Airflow - NameError: name 'ti' is not defined

99 views Asked by At

I am trying to execute a Airflow script that consists of a couple of functions. I want to pass the value of 'program_no' as an argument in spark submit request which I am getting in my DAG from an api call via context in get_conf method. I am trying to pass like {ti.xcom_pull(task_ids='parameterized_task')} but I am getting an error - NameError: name 'ti' is not defined.

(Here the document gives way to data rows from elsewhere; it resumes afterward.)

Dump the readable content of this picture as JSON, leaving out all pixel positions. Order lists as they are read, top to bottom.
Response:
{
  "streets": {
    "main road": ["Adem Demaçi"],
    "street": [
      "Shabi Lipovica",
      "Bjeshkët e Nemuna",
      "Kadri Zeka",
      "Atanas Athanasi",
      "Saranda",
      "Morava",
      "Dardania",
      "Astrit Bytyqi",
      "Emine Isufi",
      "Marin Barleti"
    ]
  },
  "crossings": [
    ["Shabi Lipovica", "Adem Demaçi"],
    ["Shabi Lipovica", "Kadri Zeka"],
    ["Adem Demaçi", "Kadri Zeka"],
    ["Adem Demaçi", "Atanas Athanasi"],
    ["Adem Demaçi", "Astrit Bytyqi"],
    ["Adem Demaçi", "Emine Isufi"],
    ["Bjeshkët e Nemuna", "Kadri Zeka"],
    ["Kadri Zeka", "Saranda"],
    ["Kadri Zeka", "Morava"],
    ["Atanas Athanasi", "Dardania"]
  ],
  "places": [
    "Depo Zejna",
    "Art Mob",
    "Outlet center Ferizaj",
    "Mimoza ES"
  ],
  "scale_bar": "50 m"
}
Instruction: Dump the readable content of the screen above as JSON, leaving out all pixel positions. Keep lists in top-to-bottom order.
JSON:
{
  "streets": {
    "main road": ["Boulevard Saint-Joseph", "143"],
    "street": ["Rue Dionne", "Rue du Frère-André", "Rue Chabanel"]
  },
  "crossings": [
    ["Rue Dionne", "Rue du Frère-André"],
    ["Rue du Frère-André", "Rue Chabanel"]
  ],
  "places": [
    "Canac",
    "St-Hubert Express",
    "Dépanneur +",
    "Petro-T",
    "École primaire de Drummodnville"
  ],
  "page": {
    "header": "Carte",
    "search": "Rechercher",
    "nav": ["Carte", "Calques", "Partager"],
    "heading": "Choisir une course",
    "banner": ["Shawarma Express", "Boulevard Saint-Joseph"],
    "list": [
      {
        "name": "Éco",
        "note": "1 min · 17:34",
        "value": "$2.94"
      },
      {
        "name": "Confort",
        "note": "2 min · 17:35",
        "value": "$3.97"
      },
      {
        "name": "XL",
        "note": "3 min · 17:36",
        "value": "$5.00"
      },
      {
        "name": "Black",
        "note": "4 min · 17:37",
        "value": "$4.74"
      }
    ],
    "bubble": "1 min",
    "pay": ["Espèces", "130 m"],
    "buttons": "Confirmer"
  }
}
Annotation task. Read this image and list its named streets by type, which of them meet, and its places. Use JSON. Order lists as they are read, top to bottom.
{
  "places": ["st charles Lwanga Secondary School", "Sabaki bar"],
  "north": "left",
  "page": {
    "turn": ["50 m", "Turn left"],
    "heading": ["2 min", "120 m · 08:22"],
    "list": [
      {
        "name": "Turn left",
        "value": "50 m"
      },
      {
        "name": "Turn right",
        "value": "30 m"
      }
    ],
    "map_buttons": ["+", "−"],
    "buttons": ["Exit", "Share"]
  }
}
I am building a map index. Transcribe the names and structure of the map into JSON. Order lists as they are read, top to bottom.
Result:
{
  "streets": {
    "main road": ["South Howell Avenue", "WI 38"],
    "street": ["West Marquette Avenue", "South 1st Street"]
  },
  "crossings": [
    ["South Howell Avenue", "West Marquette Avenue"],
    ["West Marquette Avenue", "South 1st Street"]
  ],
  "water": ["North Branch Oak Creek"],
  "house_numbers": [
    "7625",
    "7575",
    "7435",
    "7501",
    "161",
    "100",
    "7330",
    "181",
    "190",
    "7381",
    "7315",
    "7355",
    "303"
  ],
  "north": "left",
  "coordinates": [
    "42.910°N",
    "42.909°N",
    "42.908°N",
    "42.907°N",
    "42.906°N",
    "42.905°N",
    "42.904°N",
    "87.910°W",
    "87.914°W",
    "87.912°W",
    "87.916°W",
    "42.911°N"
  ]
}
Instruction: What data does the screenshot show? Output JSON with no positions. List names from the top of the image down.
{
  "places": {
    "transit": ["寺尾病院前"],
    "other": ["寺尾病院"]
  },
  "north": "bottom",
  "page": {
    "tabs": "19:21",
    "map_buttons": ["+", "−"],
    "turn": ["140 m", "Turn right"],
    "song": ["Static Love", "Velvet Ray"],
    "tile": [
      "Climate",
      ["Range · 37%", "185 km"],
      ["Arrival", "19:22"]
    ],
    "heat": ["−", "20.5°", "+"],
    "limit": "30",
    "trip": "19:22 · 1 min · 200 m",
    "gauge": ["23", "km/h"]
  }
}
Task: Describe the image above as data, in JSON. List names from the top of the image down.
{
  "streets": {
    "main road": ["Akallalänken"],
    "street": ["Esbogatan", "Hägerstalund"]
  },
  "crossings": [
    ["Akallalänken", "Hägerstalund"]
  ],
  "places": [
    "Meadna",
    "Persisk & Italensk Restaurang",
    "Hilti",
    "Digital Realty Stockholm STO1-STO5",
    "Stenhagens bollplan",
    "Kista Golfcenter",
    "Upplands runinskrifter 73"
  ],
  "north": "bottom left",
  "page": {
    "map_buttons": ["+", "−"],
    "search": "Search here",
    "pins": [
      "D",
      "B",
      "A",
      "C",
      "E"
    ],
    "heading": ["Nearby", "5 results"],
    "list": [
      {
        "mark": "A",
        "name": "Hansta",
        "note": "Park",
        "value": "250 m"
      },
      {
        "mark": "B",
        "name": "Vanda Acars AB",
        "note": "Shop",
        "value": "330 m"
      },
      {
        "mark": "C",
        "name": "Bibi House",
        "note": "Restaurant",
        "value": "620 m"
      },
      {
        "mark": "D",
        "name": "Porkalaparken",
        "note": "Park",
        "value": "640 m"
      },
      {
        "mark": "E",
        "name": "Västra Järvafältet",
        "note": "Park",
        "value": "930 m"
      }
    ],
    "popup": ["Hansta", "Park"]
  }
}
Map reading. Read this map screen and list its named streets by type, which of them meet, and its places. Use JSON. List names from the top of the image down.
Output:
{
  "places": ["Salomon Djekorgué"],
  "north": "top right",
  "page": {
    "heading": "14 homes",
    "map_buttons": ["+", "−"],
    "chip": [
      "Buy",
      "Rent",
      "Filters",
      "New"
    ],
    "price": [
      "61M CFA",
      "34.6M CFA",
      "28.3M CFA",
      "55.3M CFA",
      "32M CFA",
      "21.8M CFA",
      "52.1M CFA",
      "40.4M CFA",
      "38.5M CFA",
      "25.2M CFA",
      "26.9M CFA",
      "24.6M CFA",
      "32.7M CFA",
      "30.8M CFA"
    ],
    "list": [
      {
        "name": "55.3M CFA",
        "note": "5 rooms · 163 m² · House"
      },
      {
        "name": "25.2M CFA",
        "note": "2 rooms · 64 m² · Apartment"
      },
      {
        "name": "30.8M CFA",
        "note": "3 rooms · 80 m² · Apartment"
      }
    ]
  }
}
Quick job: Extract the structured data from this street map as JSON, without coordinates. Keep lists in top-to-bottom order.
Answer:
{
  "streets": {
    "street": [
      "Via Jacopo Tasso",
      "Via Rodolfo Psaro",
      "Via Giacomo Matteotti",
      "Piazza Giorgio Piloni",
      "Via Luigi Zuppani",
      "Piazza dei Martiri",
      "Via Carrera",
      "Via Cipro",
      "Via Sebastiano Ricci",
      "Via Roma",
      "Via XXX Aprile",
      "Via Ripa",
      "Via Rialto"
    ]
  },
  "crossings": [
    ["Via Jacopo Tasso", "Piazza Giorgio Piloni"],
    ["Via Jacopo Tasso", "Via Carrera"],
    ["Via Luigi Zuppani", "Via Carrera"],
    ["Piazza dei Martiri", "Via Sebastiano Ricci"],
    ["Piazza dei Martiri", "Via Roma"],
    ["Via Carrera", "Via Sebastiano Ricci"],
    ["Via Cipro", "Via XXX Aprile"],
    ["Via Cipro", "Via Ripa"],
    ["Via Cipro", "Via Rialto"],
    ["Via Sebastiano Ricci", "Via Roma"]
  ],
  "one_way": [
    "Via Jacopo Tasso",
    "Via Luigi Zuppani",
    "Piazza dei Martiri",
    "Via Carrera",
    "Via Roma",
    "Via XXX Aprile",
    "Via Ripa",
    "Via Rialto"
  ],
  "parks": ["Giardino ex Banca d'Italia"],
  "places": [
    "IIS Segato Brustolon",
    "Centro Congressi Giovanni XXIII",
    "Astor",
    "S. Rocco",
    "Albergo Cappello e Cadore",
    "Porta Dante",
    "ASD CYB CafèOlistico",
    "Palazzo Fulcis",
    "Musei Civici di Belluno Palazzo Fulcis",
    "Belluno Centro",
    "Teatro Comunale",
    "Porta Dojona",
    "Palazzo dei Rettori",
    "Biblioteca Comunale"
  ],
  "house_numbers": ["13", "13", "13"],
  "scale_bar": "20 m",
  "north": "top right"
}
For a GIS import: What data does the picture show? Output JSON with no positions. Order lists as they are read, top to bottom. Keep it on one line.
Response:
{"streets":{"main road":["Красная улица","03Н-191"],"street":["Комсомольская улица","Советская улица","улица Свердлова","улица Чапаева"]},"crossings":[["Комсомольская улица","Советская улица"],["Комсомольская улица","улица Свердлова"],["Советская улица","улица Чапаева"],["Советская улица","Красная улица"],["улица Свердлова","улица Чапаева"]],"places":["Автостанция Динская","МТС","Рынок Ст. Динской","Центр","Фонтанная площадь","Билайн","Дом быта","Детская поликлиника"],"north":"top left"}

Please help how to resolve this issue?
I have also tried to pass {prog_no} instead of {ti.xcom_pull(task_ids='parameterized_task')} but getting same error - prog_no not defined

dag = DAG(
    dag_id=os.path.basename(__file__).replace(".py", ""),
    default_args=default_args,
    start_date=datetime(2023, 12, 21),
    schedule_interval=None,
    description='Event based job for calculating missed sales based allowances for retroactive program setup'
)

def get_conf(**context):
    global prog_no
    #ti = context['ti']
    prog_no = context['dag_run'].conf['program_no']
    return prog_no

parameterized_task = PythonOperator(
        task_id="parameterized_task",
        python_callable=get_conf,
        provide_context=True,
        dag=dag
    )    

sparkway_request = SimpleHttpOperator(
        task_id='sparkway_request',
        endpoint=Variable.get('sparkway_api_endpoint'),
        method="POST",
        http_conn_id="SPARKWAY_CONN",
        data=json.dumps({
            "cmd": "sparkway-submit --master kubernetes --job-name spark-allowance-calculation --class com.xxx.CalculationApplication --spark-app s3a://xyz.jar --arguments SuspendedProgramStatus --num-executors 2 --executor-cores 2 --executor-memory 3G --driver-memory 3G",
            "arguments": f"{dag.latest_execution_date},{ti.xcom_pull(task_ids='parameterized_task')}",
            "type": "job"
        }),
        headers={
            "Authorization": f"Bearer {Variable.get('sparkway_token')}",
            "Content-Type": "application/json",
            "X-CSRF-TOKEN": Variable.get('sparkway_csrf_token')
        },
        response_check=lambda response: handle_sparkway_response(response),
        log_response=True,
        dag=dag
    )

parameterized_task >> sparkway_request

2

There are 2 answers

0
subram On

this way accessing ti inside the jinja template should work:

        data=json.dumps({
            "cmd": "sparkway-submit --master kubernetes --job-name spark-allowance-calculation --class com.xxx.CalculationApplication --spark-app s3a://xyz.jar --arguments SuspendedProgramStatus --num-executors 2 --executor-cores 2 --executor-memory 3G --driver-memory 3G",
            "arguments": f"{dag.latest_execution_date}, {{ ti.xcom_pull(task_ids=["parameterized_task"][0]) }}",
            "type": "job"
        }),

0
ghowkay On

ti will not be defined as it can only be accessible that way using jinja templating. I'm not sure if SimpleHttpOperator support this but you can try this instead

    data=json.dumps({
        "cmd": "sparkway-submit ........",
        "arguments": "{{ execution_date }},{{ task_instance.xcom_pull(task_ids='parameterized_task', key='program_no') }}",
        "type": "job"
    })